▶ _THE TASK_
Wherever "speed" appears in a line of the listing, that line should be returned.

* * * * * * *

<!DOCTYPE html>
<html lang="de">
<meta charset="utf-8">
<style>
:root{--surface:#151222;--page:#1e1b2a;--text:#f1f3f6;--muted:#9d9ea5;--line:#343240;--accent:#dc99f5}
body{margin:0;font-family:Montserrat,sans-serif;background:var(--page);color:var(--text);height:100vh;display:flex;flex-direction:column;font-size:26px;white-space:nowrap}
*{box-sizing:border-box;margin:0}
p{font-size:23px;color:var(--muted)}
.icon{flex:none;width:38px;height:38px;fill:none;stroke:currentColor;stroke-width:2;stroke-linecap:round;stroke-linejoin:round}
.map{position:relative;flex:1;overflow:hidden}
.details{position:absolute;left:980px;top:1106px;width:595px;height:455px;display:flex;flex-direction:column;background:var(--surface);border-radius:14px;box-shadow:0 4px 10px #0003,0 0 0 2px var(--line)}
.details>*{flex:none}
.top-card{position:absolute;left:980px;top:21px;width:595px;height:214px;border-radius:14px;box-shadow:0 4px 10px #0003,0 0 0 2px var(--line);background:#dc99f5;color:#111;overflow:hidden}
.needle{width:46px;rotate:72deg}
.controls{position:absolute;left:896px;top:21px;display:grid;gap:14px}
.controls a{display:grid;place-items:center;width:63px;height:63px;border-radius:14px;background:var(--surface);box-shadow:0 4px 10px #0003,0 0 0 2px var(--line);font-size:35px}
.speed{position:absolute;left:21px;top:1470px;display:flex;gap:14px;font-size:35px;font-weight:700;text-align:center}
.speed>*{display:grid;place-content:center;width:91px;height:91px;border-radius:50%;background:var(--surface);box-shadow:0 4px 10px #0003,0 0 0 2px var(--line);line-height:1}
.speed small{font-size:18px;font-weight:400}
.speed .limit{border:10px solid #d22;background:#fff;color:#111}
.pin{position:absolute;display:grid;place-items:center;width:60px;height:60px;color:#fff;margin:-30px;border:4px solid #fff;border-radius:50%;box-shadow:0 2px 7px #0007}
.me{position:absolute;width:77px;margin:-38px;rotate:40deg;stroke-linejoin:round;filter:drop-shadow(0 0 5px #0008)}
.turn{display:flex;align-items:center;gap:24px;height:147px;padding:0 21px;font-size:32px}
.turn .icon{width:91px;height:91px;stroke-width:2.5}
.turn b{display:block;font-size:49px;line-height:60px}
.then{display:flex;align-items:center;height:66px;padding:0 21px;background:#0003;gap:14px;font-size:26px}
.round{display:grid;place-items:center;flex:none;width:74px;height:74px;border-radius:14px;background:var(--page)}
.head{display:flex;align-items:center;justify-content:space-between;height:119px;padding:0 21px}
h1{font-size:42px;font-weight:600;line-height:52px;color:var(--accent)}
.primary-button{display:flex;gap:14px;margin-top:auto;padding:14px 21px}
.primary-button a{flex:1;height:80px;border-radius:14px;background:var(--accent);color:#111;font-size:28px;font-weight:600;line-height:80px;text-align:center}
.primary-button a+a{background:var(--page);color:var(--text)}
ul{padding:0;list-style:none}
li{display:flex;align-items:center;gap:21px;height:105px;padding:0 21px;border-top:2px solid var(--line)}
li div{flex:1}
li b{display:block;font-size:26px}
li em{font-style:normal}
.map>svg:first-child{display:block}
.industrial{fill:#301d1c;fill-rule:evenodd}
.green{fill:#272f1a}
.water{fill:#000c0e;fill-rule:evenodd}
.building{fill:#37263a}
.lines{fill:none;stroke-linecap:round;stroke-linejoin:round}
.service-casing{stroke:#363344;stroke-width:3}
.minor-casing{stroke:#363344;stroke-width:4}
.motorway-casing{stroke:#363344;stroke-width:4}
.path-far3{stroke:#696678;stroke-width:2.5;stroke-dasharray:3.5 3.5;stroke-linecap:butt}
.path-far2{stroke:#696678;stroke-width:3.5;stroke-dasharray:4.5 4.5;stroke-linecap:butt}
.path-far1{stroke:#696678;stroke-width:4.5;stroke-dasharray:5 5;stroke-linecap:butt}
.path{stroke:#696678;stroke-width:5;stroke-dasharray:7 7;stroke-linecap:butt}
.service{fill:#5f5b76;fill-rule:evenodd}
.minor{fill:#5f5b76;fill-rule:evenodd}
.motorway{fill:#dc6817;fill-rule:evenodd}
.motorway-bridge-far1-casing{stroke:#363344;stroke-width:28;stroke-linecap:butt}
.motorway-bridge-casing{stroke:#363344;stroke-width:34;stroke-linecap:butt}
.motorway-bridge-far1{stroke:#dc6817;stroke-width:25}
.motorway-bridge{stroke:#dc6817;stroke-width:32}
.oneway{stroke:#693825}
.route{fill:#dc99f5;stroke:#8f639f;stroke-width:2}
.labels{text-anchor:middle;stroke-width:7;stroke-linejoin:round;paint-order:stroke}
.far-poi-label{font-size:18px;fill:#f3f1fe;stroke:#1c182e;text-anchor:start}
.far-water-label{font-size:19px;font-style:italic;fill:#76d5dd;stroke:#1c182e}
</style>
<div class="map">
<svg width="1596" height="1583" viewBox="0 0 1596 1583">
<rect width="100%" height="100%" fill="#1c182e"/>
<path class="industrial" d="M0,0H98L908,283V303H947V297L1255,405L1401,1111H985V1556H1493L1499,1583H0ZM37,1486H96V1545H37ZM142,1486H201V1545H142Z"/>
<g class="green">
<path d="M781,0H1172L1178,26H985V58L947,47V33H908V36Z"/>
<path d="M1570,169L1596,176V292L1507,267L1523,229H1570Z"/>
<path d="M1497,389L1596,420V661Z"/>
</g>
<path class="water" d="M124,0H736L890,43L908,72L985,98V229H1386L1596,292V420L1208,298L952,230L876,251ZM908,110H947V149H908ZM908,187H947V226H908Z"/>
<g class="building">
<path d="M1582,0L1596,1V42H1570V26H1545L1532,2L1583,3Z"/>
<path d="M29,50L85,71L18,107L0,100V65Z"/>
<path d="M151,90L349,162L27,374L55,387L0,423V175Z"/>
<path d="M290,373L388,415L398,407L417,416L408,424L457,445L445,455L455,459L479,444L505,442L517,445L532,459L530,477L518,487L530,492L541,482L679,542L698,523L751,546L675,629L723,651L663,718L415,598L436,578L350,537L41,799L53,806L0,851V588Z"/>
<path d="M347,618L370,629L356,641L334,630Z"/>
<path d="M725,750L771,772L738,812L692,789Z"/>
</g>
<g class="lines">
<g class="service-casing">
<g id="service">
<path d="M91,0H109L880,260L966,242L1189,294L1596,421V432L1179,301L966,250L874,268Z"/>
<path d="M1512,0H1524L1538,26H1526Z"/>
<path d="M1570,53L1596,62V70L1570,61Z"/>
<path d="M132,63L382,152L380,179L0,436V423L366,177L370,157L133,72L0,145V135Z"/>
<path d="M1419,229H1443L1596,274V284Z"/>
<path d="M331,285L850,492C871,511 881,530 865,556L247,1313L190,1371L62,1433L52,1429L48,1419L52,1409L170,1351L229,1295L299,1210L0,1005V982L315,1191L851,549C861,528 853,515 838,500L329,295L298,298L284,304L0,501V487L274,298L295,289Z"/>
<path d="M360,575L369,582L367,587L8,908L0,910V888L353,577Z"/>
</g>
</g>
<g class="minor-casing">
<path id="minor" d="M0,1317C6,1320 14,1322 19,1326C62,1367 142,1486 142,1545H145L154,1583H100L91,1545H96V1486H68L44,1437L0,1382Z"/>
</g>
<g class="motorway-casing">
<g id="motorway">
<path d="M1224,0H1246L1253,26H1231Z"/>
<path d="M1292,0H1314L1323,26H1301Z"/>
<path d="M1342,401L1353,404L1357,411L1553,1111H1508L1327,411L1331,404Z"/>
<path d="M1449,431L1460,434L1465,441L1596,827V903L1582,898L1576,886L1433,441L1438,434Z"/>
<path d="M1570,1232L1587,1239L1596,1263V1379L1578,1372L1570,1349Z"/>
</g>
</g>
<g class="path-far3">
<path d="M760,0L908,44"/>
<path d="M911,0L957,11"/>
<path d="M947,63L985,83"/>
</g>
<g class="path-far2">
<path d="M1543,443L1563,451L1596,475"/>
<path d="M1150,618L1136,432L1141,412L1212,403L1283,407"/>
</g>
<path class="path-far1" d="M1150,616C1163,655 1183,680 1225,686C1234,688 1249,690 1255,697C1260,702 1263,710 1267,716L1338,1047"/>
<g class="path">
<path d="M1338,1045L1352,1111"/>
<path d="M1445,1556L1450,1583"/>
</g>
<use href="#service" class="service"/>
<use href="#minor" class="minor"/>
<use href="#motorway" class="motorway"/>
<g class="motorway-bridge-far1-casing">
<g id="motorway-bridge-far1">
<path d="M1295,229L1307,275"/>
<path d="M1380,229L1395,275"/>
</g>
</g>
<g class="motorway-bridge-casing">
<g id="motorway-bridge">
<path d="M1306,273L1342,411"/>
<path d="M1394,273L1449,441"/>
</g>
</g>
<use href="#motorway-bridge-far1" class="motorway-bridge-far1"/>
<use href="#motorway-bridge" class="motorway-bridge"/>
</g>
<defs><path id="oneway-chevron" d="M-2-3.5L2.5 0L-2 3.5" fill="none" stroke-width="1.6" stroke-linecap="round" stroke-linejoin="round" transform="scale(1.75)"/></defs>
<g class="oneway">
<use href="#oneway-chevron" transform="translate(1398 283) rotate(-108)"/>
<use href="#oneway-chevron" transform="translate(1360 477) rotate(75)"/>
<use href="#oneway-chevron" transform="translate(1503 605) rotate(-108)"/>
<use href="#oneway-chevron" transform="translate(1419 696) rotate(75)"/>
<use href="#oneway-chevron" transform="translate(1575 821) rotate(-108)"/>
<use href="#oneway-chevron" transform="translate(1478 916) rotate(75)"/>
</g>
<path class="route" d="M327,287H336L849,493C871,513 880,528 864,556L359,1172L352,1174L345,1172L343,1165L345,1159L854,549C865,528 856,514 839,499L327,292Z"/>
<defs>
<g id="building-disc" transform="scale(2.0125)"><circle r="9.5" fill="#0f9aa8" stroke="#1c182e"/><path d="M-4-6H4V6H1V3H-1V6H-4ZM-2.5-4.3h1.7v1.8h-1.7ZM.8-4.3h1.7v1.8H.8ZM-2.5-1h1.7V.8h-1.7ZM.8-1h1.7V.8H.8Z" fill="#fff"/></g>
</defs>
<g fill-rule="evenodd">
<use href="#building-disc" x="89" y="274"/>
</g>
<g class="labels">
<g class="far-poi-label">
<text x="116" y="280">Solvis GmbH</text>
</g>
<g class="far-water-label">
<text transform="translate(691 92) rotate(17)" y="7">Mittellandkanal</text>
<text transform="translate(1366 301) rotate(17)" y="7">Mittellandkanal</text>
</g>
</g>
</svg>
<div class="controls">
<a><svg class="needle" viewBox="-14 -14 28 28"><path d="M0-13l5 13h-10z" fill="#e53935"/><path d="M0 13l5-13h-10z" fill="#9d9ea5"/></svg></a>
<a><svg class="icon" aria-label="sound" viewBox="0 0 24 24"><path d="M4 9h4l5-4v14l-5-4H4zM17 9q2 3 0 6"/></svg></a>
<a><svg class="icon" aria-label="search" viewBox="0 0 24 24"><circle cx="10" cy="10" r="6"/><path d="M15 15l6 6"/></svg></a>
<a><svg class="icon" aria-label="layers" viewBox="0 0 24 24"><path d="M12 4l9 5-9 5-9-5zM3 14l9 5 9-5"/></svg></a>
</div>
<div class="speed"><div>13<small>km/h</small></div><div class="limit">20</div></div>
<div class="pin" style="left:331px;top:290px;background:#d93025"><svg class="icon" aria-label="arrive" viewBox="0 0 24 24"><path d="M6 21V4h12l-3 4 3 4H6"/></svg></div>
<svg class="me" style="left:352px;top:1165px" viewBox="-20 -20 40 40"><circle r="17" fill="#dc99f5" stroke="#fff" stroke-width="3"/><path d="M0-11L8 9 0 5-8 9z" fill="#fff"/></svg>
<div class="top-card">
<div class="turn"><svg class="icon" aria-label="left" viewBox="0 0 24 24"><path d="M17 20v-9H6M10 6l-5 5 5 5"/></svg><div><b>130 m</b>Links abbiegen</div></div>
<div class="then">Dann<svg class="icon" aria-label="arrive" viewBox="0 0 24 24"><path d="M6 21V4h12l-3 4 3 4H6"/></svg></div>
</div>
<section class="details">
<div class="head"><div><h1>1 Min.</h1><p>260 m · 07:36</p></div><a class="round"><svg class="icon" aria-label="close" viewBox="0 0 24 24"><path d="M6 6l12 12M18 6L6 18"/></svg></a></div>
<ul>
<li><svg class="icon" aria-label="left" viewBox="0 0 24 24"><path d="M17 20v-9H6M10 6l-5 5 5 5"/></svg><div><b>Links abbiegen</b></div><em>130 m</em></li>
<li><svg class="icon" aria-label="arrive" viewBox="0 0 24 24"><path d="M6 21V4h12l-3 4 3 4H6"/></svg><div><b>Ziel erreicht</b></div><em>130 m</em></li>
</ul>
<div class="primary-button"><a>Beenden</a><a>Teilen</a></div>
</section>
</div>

* * * * * * *

▶ _ANSWER BOX_
.speed{position:absolute;left:21px;top:1470px;display:flex;gap:14px;font-size:35px;font-weight:700;text-align:center}
.speed>*{display:grid;place-content:center;width:91px;height:91px;border-radius:50%;background:var(--surface);box-shadow:0 4px 10px #0003,0 0 0 2px var(--line);line-height:1}
.speed small{font-size:18px;font-weight:400}
.speed .limit{border:10px solid #d22;background:#fff;color:#111}
<div class="speed"><div>13<small>km/h</small></div><div class="limit">20</div></div>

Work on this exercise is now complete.